=== About this exercise ===
Filter the listing below, please, and copy only the lines with the word "turn".

----

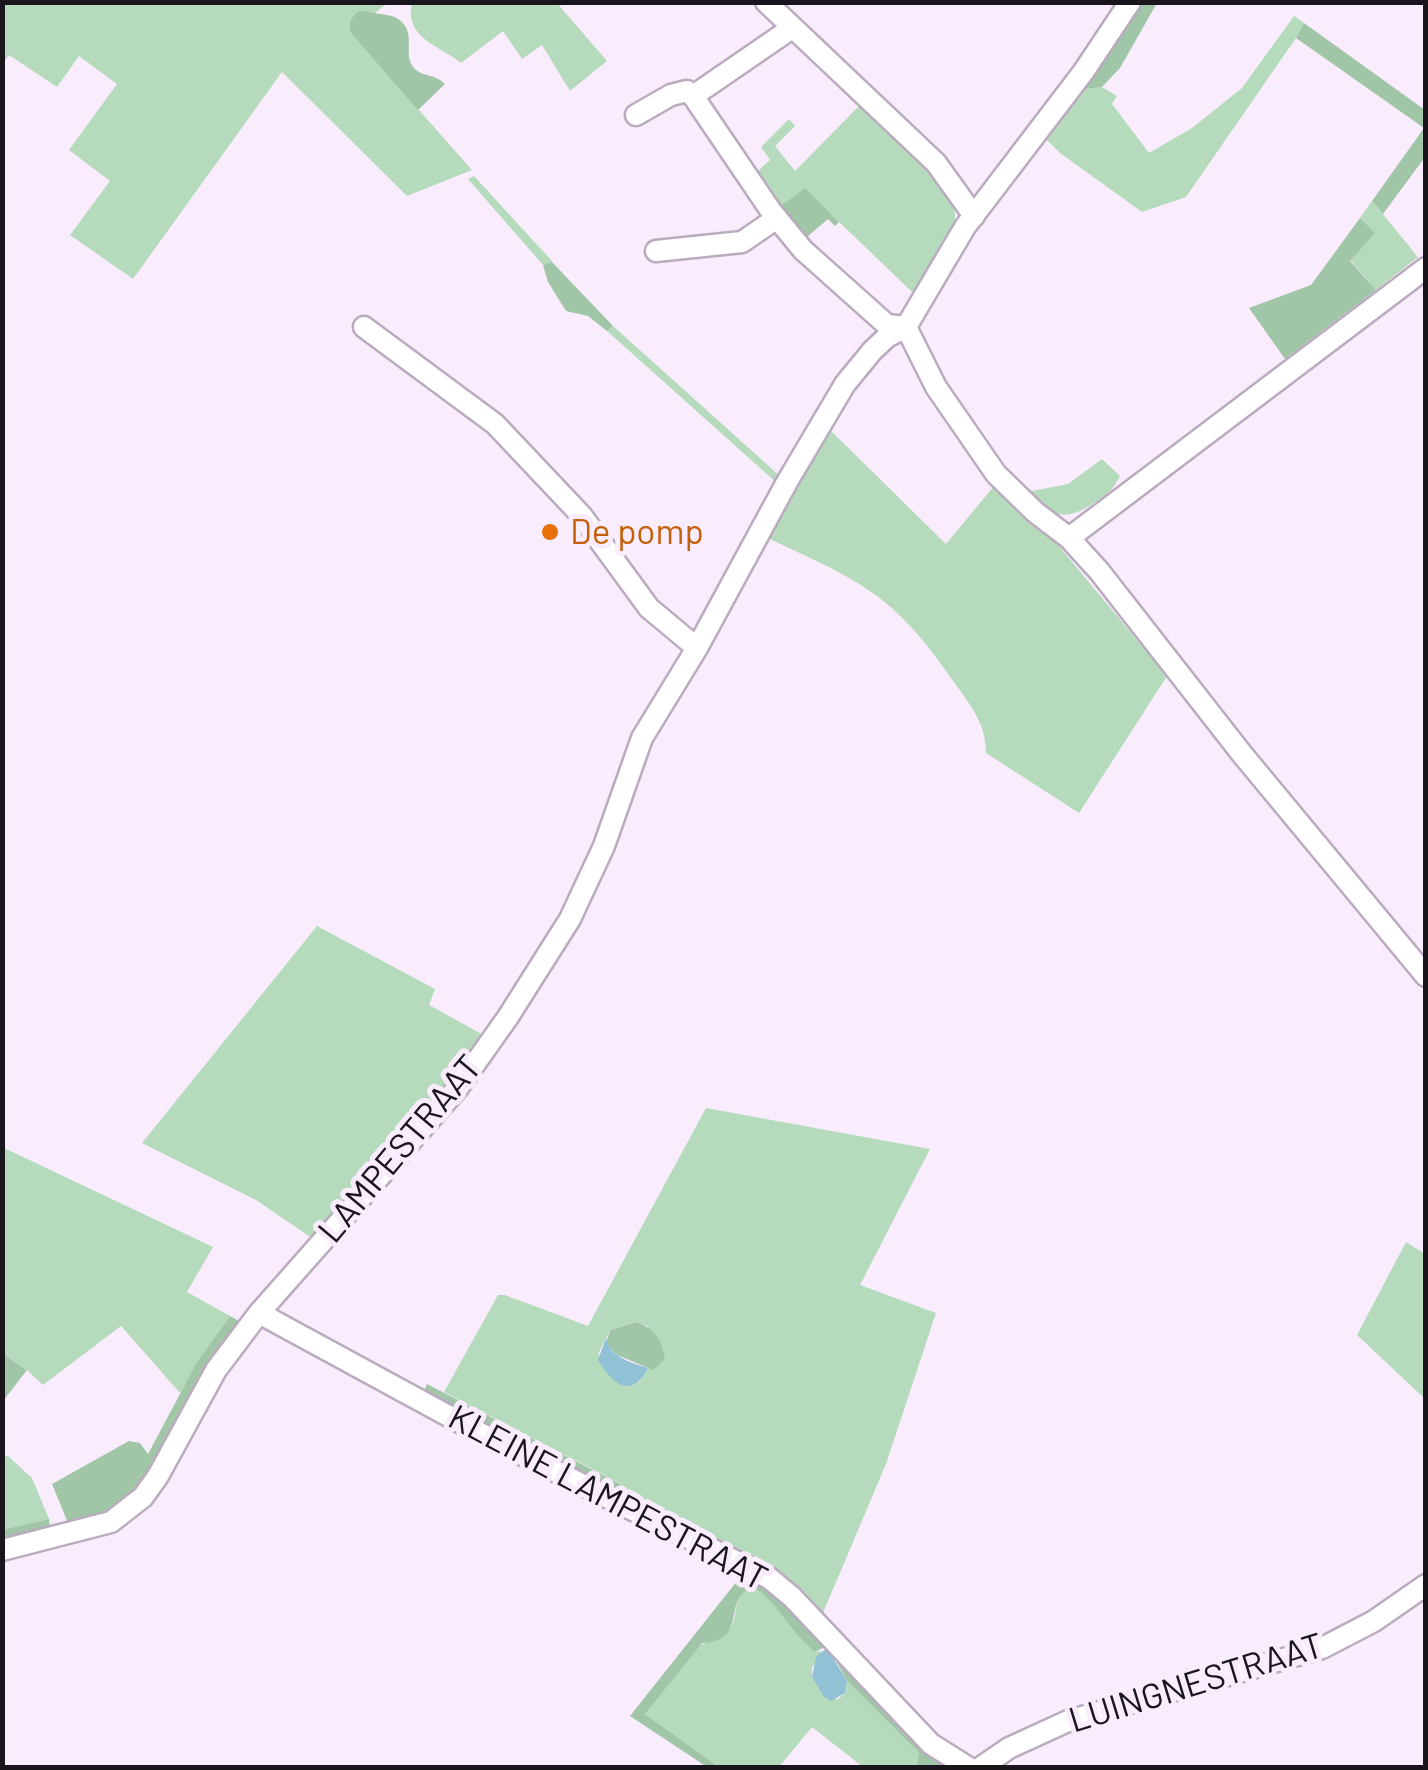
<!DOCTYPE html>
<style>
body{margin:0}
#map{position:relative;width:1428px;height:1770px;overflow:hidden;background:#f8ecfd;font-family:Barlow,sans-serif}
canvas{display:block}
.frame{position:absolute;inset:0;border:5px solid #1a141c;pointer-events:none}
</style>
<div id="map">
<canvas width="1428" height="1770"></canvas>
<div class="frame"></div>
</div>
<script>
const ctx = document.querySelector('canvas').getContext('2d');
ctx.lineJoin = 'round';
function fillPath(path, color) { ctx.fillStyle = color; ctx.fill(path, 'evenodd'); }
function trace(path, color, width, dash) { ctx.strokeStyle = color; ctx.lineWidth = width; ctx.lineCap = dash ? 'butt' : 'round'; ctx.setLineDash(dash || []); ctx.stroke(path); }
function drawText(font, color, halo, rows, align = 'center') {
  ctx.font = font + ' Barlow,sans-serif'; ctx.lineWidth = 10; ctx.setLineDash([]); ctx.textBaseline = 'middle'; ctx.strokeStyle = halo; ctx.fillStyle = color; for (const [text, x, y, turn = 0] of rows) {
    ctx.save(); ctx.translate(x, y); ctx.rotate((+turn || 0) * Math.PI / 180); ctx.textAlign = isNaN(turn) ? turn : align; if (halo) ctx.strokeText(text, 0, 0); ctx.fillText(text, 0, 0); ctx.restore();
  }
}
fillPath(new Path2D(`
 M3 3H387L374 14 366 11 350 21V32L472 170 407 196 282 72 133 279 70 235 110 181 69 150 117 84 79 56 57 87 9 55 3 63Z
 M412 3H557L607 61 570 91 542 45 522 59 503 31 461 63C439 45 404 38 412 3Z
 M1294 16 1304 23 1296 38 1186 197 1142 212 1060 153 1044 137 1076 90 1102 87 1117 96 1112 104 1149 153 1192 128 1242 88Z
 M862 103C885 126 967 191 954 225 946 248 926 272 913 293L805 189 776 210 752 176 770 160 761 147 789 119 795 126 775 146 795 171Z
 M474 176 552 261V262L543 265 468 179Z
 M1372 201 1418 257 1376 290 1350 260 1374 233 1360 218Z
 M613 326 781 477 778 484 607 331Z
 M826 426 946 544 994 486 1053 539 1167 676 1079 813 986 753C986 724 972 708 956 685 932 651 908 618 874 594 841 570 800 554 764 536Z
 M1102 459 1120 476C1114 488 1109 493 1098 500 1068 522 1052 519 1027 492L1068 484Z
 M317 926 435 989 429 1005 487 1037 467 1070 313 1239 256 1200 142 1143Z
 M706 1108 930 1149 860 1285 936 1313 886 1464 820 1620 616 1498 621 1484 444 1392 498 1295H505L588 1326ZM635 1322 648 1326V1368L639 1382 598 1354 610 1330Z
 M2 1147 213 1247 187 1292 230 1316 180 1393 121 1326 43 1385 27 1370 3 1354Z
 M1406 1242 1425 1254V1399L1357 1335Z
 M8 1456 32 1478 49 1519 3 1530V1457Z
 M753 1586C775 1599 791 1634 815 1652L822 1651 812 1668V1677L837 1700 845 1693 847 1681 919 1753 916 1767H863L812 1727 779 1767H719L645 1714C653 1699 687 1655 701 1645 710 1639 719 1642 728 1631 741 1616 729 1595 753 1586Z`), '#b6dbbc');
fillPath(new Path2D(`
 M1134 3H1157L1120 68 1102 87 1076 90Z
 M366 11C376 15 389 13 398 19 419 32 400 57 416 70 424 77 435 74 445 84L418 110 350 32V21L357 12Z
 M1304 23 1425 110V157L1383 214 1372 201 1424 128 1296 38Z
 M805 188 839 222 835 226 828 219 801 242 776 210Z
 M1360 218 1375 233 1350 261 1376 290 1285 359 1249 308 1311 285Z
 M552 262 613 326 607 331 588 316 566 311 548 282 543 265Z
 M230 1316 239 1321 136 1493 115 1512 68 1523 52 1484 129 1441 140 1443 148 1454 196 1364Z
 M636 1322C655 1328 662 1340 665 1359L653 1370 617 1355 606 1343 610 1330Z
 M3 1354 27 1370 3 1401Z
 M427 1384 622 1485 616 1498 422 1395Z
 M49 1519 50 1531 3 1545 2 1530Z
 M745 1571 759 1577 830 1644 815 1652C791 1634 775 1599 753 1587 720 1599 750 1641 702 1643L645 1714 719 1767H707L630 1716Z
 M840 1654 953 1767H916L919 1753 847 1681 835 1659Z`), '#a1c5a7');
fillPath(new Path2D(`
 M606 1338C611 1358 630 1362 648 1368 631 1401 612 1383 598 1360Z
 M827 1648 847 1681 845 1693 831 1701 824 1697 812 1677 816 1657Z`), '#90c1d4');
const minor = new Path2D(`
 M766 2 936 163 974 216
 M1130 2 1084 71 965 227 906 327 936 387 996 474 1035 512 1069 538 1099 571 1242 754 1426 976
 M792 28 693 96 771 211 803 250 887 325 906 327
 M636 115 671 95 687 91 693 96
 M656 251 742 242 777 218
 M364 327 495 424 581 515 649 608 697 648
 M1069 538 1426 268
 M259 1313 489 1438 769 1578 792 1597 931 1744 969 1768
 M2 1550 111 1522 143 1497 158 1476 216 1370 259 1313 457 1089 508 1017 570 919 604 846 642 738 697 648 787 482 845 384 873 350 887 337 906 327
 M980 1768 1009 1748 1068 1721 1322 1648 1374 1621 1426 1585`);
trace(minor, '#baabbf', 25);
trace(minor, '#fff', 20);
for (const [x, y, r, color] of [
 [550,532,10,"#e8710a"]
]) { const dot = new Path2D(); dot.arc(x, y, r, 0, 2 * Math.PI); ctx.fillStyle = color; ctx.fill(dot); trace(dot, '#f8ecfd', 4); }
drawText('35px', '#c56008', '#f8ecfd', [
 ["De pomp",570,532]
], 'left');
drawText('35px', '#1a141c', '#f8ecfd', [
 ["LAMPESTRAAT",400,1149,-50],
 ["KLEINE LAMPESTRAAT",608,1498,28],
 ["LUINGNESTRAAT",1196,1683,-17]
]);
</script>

----

=== Solution ===
  ctx.font = font + ' Barlow,sans-serif'; ctx.lineWidth = 10; ctx.setLineDash([]); ctx.textBaseline = 'middle'; ctx.strokeStyle = halo; ctx.fillStyle = color; for (const [text, x, y, turn = 0] of rows) {
    ctx.save(); ctx.translate(x, y); ctx.rotate((+turn || 0) * Math.PI / 180); ctx.textAlign = isNaN(turn) ? turn : align; if (halo) ctx.strokeText(text, 0, 0); ctx.fillText(text, 0, 0); ctx.restore();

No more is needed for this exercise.